Tony Nader knows exactly what Rivers means. He readily admits that the board he chairs for Inova Health System, a network of hospitals, physicians, and other care facilities throughout the Washington, DC, and Northern Virginia metro area, had become “complacent and comfortable.” It’s understandable; the former CEO had been with Inova for 35 years and transformed the organization from a regional hospital chain into a national healthcare brand.

“We were not asking for the right information. We weren’t doing enough digging into the strategy, relationships with external partners, or exploring new directions of where the organization should be heading,” Nader says. “There wasn’t a lot of communication and transparency amongst ourselves.”

So when it came time to search for a new CEO, Nader used the opportunity to reanimate the board as well. He and the other directors went on a monthlong listening tour throughout Inova to do, as Nader says, some “self-examination first to find our blind spots.” They talked to nurses, doctors, technicians, administrators, marketing staff, and others at all levels of the organization. From interviews with more than 100 people, the board put together a list of qualities the new CEO needed to have. “We didn’t want to just replicate the former CEO,” Nader says. “We wanted someone who could lead us through transformational change during this dynamic time in healthcare.”

Ironically, however, the board eventually settled on a physician for the new CEO. He just happens to hold an MBA degree in addition to his MD. The combination of medical and business acumen is just what Inova needs as it builds out the strategy and facilities for the 117-acre campus it purchased from Exxon Mobil. “The new CEO and his team are in the process of evolving the plans,” says Nader.

Beyond evaluating M&A deals or searching for a new CEO, healthcare boards are also being forced to confront challenges that never existed before—everything from artificial intelligence to data privacy. Meanwhile, they must also pay much more attention now to cultural movements, which can range from pay equity to environmental issues to impact investing to diversity and inclusion, and more.

This, of course, means that boards need to prospect for directors with entirely new skills and competencies than in the past. Korn Ferry’s Flannery says rethinking a board’s purpose for today’s healthcare landscape means clearly articulating a mission and outlining key responsibilities, and then finding new directors with not only the skills, but also the values, temperament, agility, and leadership traits to fulfill that mission.

“Most healthcare boards are rethinking their membership profile by changing their mix to include more individuals with industry/business experience, or with specific expertise in areas such as technology, strategy, or governance,” says Flannery. “[That’s in addition to] attempting to identify soft skills that are necessary to be an effective, impactful board member.”

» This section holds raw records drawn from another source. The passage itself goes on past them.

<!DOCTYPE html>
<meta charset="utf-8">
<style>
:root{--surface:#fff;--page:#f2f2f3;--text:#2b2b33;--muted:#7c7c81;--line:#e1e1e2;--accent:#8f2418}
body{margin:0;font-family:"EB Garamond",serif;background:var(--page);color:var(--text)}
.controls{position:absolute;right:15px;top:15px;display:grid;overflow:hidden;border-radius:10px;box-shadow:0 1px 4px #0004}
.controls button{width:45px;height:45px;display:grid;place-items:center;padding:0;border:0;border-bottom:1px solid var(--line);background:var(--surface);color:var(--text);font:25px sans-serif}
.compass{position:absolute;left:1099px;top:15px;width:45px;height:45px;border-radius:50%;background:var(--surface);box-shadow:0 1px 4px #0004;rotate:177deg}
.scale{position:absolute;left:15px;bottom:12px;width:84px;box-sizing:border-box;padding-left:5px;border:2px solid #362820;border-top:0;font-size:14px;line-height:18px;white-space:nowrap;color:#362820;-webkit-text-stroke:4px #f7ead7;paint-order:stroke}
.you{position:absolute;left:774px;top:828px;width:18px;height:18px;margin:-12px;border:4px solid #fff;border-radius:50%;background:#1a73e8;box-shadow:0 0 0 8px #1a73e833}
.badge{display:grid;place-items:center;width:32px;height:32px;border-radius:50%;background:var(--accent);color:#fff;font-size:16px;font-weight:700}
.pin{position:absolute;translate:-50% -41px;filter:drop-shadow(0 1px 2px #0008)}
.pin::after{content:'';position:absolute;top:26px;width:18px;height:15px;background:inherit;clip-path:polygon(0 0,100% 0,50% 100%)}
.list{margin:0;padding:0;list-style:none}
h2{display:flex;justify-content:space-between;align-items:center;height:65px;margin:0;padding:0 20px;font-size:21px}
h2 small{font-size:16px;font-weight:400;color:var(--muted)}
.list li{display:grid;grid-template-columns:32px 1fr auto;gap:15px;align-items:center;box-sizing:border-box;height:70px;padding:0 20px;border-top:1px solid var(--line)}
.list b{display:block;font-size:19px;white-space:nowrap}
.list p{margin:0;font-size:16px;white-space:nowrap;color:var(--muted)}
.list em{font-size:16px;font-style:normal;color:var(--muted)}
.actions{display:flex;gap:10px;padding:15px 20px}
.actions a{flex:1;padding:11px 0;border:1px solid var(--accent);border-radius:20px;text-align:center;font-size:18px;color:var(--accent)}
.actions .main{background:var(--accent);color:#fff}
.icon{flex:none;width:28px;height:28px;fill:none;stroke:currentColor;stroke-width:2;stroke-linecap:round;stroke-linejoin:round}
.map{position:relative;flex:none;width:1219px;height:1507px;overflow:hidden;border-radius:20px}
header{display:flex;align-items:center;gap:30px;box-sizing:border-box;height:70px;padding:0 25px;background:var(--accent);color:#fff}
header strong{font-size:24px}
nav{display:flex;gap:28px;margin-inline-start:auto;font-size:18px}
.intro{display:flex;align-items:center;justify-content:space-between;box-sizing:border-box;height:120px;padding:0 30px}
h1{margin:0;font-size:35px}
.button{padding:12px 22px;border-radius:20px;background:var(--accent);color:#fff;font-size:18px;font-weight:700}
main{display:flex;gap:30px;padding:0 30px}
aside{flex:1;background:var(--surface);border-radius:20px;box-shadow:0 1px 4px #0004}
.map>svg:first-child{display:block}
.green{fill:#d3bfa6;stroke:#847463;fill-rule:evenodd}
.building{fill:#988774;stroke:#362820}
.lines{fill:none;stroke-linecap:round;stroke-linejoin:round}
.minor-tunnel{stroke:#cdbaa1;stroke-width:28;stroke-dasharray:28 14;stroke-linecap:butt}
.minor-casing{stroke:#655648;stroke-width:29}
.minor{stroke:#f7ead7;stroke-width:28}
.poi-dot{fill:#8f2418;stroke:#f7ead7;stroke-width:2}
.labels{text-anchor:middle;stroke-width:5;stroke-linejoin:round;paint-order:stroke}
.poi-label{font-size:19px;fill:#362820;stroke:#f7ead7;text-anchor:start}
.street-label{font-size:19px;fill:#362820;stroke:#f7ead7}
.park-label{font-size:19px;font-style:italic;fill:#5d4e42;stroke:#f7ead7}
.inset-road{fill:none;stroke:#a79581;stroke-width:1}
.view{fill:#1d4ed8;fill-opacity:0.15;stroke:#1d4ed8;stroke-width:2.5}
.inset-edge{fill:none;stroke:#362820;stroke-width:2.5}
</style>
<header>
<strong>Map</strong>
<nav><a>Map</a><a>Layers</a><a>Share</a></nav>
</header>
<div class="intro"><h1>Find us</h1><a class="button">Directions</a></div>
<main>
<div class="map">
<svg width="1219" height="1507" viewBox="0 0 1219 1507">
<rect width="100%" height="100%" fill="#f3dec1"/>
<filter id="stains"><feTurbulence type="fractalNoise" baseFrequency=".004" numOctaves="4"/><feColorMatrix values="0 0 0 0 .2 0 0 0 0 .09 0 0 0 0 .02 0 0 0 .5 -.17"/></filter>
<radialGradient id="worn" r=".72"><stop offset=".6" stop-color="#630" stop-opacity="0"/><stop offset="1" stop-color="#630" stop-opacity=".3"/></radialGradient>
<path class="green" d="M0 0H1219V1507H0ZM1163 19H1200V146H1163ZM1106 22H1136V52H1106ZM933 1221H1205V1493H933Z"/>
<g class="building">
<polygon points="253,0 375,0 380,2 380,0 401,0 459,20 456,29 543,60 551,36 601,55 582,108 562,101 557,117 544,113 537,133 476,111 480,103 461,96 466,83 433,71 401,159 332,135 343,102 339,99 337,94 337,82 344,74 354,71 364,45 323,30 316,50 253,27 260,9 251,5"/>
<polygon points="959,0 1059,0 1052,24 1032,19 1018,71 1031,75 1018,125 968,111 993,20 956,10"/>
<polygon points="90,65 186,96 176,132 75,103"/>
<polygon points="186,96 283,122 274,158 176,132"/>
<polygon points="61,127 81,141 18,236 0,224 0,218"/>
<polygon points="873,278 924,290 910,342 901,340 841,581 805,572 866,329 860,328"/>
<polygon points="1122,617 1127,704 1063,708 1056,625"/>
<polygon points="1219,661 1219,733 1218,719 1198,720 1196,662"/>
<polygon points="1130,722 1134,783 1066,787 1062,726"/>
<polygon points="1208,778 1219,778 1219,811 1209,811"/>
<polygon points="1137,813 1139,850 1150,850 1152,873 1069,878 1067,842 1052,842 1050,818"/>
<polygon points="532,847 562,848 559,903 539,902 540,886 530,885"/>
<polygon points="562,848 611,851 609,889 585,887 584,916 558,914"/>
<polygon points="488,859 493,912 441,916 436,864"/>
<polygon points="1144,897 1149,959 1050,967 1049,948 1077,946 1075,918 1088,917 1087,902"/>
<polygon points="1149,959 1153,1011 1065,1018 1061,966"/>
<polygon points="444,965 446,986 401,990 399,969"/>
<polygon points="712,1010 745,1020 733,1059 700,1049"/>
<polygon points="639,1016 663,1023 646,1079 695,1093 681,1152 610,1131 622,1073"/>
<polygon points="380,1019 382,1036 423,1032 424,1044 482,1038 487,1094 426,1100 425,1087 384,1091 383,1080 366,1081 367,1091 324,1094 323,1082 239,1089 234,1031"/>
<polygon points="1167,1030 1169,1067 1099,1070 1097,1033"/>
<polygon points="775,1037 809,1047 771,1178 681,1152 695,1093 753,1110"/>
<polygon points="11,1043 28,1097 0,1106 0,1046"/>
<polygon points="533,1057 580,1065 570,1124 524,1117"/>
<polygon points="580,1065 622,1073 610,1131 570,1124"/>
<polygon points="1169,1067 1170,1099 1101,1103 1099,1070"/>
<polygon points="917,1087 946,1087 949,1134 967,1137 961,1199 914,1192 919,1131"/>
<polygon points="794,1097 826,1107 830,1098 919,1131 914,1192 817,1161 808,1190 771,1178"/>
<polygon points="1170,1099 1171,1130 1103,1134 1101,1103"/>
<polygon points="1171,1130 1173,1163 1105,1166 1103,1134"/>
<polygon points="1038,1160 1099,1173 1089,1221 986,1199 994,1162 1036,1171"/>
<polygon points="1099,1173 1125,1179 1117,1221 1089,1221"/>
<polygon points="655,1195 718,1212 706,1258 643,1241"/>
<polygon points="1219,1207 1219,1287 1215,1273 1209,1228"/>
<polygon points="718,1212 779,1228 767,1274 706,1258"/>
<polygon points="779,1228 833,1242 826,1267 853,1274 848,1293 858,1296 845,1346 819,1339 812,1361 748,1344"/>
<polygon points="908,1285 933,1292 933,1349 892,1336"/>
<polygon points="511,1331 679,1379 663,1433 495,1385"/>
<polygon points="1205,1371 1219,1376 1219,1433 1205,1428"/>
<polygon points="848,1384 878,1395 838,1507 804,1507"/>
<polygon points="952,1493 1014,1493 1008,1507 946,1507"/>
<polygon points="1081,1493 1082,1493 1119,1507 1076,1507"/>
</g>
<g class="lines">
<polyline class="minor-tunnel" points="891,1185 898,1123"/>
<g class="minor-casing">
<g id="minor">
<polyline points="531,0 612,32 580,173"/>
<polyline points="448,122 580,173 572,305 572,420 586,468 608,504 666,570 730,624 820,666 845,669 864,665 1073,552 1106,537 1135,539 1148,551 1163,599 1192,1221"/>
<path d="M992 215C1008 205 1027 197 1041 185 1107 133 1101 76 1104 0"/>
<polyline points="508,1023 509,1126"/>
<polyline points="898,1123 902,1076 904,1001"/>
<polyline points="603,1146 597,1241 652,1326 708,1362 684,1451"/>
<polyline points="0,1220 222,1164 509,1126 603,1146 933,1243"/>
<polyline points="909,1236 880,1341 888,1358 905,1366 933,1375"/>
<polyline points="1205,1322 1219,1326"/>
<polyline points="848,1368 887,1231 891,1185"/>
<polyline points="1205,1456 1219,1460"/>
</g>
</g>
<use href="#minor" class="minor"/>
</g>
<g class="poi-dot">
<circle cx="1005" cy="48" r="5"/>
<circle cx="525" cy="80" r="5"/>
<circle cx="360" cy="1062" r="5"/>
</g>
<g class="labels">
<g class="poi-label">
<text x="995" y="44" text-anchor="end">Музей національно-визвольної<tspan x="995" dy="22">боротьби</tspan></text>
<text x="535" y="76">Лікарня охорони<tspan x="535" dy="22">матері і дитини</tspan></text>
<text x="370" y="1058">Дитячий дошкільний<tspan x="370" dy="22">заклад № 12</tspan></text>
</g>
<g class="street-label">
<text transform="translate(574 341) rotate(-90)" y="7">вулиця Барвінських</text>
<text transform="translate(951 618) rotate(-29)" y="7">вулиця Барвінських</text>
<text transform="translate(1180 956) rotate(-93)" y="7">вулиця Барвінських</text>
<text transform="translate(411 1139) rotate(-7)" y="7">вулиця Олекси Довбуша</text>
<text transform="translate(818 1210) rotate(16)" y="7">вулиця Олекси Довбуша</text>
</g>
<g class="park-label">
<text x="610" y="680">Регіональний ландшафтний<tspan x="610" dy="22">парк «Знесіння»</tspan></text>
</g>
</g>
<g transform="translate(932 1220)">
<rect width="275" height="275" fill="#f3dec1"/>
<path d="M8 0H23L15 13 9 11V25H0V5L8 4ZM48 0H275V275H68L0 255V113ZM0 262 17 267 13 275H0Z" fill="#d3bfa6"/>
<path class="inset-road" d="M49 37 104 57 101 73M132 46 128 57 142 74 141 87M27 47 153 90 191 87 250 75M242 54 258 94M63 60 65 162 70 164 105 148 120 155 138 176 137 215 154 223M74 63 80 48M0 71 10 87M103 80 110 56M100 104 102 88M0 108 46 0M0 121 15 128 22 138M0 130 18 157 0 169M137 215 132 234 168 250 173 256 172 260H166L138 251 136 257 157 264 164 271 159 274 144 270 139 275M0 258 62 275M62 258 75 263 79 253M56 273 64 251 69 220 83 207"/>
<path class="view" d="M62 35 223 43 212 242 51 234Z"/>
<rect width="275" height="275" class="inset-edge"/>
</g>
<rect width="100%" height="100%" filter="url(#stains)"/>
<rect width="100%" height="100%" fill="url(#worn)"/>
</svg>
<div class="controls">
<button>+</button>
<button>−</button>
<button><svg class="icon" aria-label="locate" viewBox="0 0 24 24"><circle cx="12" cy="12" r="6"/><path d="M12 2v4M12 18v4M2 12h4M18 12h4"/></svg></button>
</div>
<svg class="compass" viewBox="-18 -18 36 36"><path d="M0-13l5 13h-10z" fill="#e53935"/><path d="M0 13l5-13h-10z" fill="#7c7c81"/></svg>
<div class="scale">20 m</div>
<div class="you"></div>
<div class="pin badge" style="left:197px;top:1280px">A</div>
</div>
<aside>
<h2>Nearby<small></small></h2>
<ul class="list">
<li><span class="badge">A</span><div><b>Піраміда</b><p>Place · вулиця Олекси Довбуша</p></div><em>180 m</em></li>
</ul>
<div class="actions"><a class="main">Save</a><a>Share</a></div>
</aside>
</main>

Or, as Dr. Keroack of Baystate Health puts it, healthcare boards need to evolve to be more enterprise focused. That’s easier said than done for organizations where creating a cohesive culture wasn’t considered a top priority. “As the healthcare environment is disrupted by change at an ever-increasing pace, healthcare boards will require a fundamental re-examination and redesign to fulfill the changing requirements of their role,” says Dr. Keroack. “It is essential that directors understand and align with the organizational culture of the system and its strategic direction.”